Most of that tipping runs through Matthew Rhys. He plays Mayor Tom Loftis as a man who spends the early episodes insisting nothing is wrong with the island, then gets haunted by the Sea Hag and can no longer pretend. From there he runs two tracks at once, still pushing his next-Martha's-Vineyard rebrand while scrambling to solve the curse and keep everyone safe.
Even the rare moment that could play as scary gets disarmed by his face. When Tom is the frightened one, the look is so put-upon that the scare curdles into comedy before it can land.
Compare that to a show that actually wants you scared, where the score swells and the camera lingers so you brace yourself. Widow's Bay does the setup, then deflates it on purpose. After two or three episodes I learned to watch it as a comedy and enjoyed it far more.
The trio is the whole engine

The bulk of the screen time goes to three people, and their chemistry holds the season together. Rhys plays Mayor Tom Loftis as the mainland skeptic who keeps insisting the island is fine. Around him, Stephen Root and Kate O'Flynn pull in two very different directions.
Root plays Wyck Crawford as the gruff local who has no patience for Tom's denial. He believes the curse is real from the start and says so loudly, which makes him Tom's chief antagonist before the two settle into a reluctant alliance. The friction between the doubter and the believer powers half the season's best scenes.
O'Flynn plays Patricia Moyer, Tom's eccentric and sharp-tongued assistant, and she steals scenes with aggrieved zingers aimed straight at her boss. Watching the three of them clash over whether the town is cursed beats any jump scare the genre has on offer. The horror gives these characters a reason to be stuck in a room together, and the comedy is what happens once they are.
The humor comes from reaction, not punchlines

The comedy here is not built on one-liners or quirky-town gimmicks. It comes from competent people responding to impossible events with the wrong priorities. Someone uncovers proof of a curse, and the mayor's first instinct is to worry what it does to his plan to sell the island to tourists.
That is harder to pull off than a joke-a-minute script, and the cast makes it look easy. Nobody winks at the camera.
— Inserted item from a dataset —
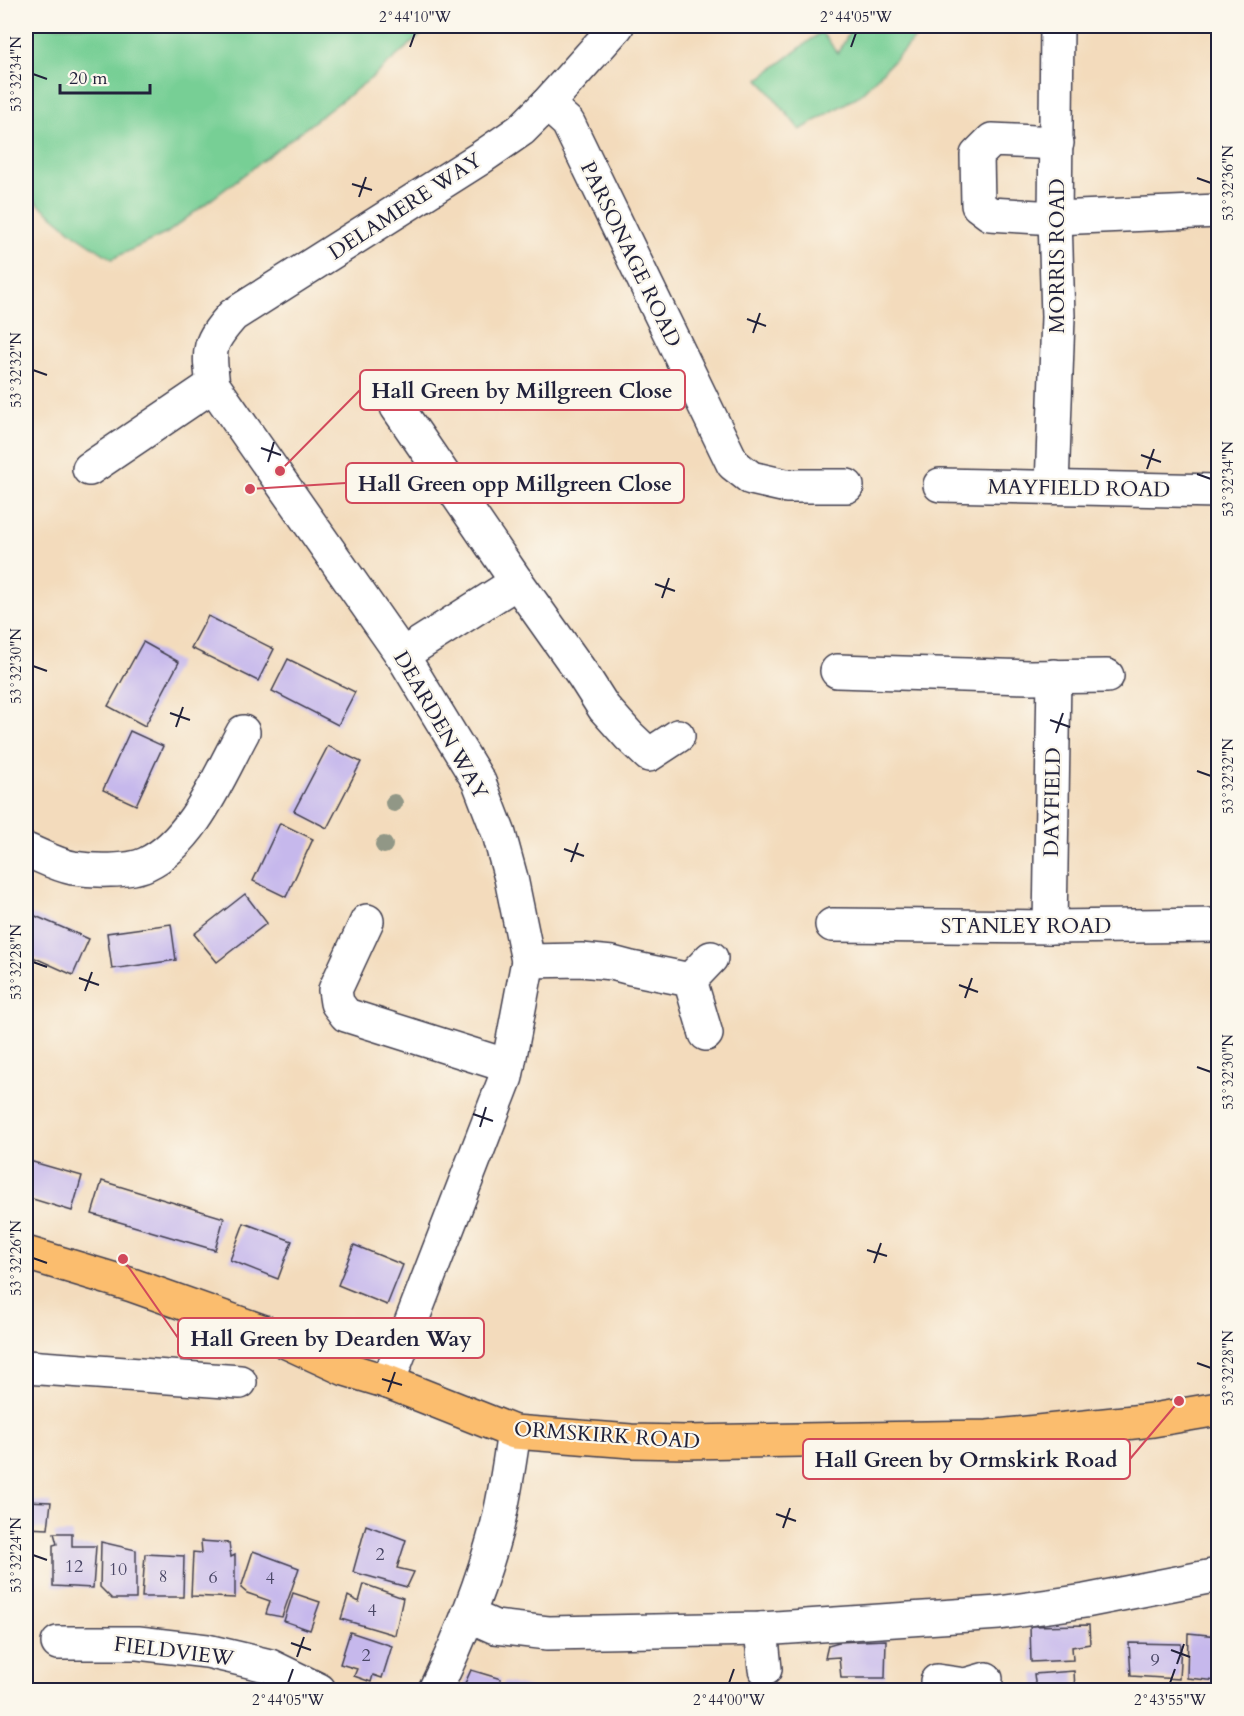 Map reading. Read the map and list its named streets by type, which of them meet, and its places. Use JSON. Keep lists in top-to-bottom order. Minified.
{"streets":{"main road":["ORMSKIRK ROAD"],"street":["DELAMERE WAY","PARSONAGE ROAD","MORRIS ROAD","MAYFIELD ROAD","DEARDEN WAY","DAYFIELD","STANLEY ROAD","FIELDVIEW"]},"crossings":[["DELAMERE WAY","PARSONAGE ROAD"],["DELAMERE WAY","DEARDEN WAY"],["MORRIS ROAD","MAYFIELD ROAD"],["DEARDEN WAY","ORMSKIRK ROAD"],["DAYFIELD","STANLEY ROAD"]],"places":["Hall Green by Millgreen Close","Hall Green opp Millgreen Close","Hall Green by Dearden Way","Hall Green by Ormskirk Road"],"house_numbers":["2","12","10","8","6","4","4","2","9"],"scale_bar":"20 m","coordinates":["2°44'10\"W","2°44'05\"W","53°32'34\"N","53°32'36\"N","53°32'32\"N","53°32'30\"N","53°32'28\"N","53°32'26\"N","53°32'24\"N","2°44'00\"W","2°43'55\"W"]} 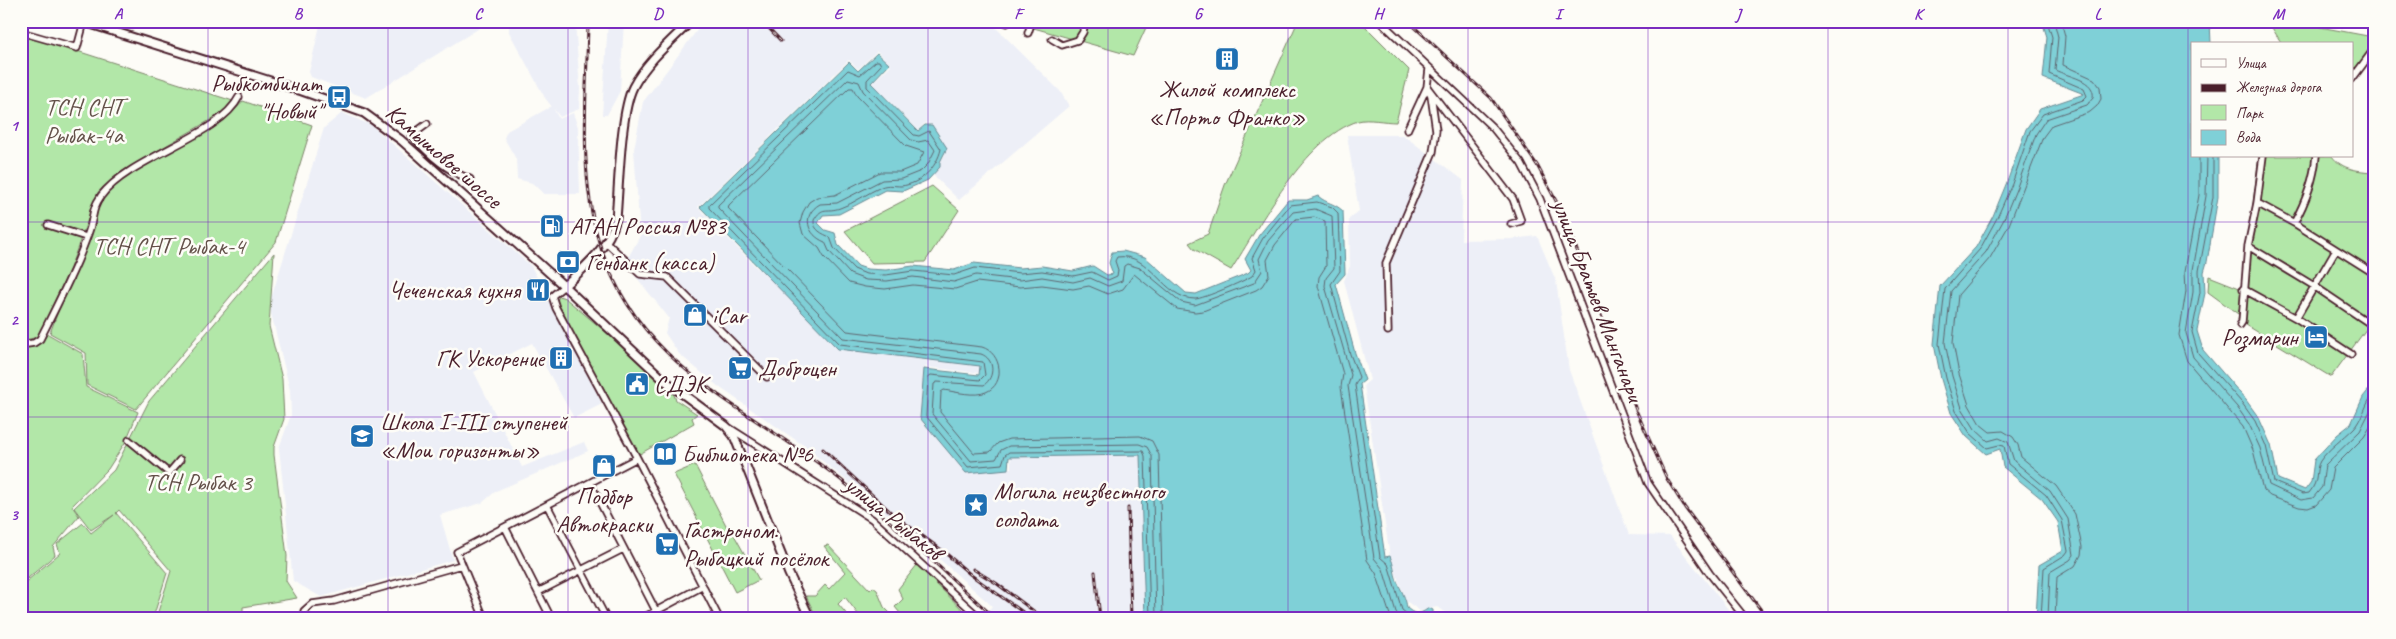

The town treats its own nightmare as a stack of logistical headaches, and the distance between the stakes and the response is where the laughs live.
It also means the show holds up on a rewatch. The few real scares lose their charge once you know what is coming. The character comedy does not, because it was never trading on surprise.
A cursed island with a tourism board

The joke that got me laughing out loud is the mayor's plan to rebrand the island as the next Martha's Vineyard. He wants boutique shops and weekend ferries while a centuries-old curse is actively killing his constituents. The writers commit so hard that the show even built a Google Easter egg around the phrase, which I will let you find yourself.
Tom's office looks and behaves like the parks department in Pawnee, and that is no accident. Creator Katie Dippold wrote for Parks and Recreation, and the workplace-comedy instincts run through all the small-town dysfunction and petty municipal squabbles. No town this cursed has ever handled its own doom with so much straight-faced bureaucracy.
Then there is Hamish Linklater as the undead town founder. He and Rhys share some of the show's spikiest exchanges, the undead founder needling the modern mayor who inherited his mess. If you watched Linklater haunt an island once before in a very different key, his work here will land even harder.
A season of questions, almost no answers

By the finale, Widow's Bay has cracked open a dozen mysteries and closed maybe one. There is a bait and switch around who carries the bloodline that keeps the curse alive. The writers pull it off well enough that I will not spoil a single frame.
A season that answers almost nothing usually frustrates me. This one did not, because the trip to each non-answer was such good company. When the ride is this fun, I stop minding that the map has no destination marked yet.
It put me in mind of FROM, the MGM+ series about a town that traps everyone who wanders in. That show is heading into its fifth and final season, still piling on questions faster than it answers them. Widow's Bay shares the same appetite for mystery, except it is laughing the whole way down.
The difference is tone. FROM wants you anxious about what the town will take next, while Widow's Bay wants you amused by how badly its people handle the same trap. Same skeleton, opposite mood.
So, should you watch it?

Yes, as long as you bring the right expectations. If you want horror that keeps you up at 2 a.m., look elsewhere, because this will not lift your pulse. If you want a sharp small-town comedy with a supernatural engine and three leads who clearly get the joke, start tonight, then see where it lands on my ranking of every Apple TV+ show.
A quick word on who this is not for. If your ideal Friday night is Hereditary or a season of properly frightening television, Widow's Bay will feel toothless, and you will spend ten hours waiting for a fear that never comes. Go in wanting a comedy and it clicks into place.
Apple has already greenlit a second season, and I want it sooner rather than later. Not because I need the mysteries untangled. I want more time in the worst-run town in America, watching a mayor fight a curse with a tourism campaign.
For me, it is a 9 out of 10.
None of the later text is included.